Activity> Only the last stretch of the records is wanted: restate word for word the line with "Build a gazetteer" and every line after it.

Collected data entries

((

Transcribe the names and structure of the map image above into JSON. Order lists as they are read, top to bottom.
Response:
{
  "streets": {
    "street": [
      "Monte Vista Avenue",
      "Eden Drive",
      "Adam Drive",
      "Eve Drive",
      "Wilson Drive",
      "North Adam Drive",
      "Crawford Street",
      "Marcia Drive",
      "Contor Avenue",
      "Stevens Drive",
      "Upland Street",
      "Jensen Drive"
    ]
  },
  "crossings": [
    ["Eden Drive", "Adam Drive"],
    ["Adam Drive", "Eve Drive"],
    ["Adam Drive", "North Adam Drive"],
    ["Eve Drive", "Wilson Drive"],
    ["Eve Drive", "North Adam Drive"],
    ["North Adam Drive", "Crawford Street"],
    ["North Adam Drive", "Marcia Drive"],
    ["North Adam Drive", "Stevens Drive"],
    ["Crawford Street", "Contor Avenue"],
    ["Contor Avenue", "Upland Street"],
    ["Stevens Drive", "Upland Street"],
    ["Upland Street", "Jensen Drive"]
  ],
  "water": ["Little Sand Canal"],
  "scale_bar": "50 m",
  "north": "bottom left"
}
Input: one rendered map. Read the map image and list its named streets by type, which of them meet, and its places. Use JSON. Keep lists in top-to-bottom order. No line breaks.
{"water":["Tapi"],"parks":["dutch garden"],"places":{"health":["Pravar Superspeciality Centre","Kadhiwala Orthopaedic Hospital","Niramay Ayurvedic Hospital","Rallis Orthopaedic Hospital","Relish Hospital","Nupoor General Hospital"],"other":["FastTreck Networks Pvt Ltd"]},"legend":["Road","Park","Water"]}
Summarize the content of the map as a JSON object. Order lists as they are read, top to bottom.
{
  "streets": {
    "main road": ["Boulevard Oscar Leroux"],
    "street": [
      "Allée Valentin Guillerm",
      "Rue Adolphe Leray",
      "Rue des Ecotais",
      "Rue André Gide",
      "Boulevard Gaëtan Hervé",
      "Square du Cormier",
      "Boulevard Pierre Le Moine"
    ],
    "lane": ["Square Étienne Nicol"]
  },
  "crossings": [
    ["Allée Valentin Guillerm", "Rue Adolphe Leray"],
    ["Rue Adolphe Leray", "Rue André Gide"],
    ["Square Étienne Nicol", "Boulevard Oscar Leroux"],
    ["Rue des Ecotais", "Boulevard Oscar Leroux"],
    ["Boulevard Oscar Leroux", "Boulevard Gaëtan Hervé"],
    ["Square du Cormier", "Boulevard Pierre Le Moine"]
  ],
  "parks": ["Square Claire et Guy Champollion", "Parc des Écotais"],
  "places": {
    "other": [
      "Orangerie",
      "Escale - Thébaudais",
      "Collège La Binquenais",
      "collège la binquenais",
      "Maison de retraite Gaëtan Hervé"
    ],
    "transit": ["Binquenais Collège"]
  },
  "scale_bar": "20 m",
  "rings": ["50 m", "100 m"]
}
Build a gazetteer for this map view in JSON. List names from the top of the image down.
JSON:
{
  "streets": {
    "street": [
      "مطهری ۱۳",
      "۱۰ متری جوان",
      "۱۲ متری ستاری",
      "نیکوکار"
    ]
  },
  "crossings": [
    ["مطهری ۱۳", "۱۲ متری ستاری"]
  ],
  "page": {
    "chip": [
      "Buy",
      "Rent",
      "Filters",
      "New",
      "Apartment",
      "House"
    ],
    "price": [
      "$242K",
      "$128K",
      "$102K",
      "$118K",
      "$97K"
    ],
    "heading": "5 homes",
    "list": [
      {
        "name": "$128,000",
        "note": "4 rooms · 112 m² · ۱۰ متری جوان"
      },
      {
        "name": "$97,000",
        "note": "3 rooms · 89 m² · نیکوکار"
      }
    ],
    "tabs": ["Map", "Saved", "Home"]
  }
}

))

Exercise result>
Build a gazetteer for this map view in JSON. List names from the top of the image down.
JSON:
{
  "streets": {
    "street": [
      "مطهری ۱۳",
      "۱۰ متری جوان",
      "۱۲ متری ستاری",
      "نیکوکار"
    ]
  },
  "crossings": [
    ["مطهری ۱۳", "۱۲ متری ستاری"]
  ],
  "page": {
    "chip": [
      "Buy",
      "Rent",
      "Filters",
      "New",
      "Apartment",
      "House"
    ],
    "price": [
      "$242K",
      "$128K",
      "$102K",
      "$118K",
      "$97K"
    ],
    "heading": "5 homes",
    "list": [
      {
        "name": "$128,000",
        "note": "4 rooms · 112 m² · ۱۰ متری جوان"
      },
      {
        "name": "$97,000",
        "note": "3 rooms · 89 m² · نیکوکار"
      }
    ],
    "tabs": ["Map", "Saved", "Home"]
  }
}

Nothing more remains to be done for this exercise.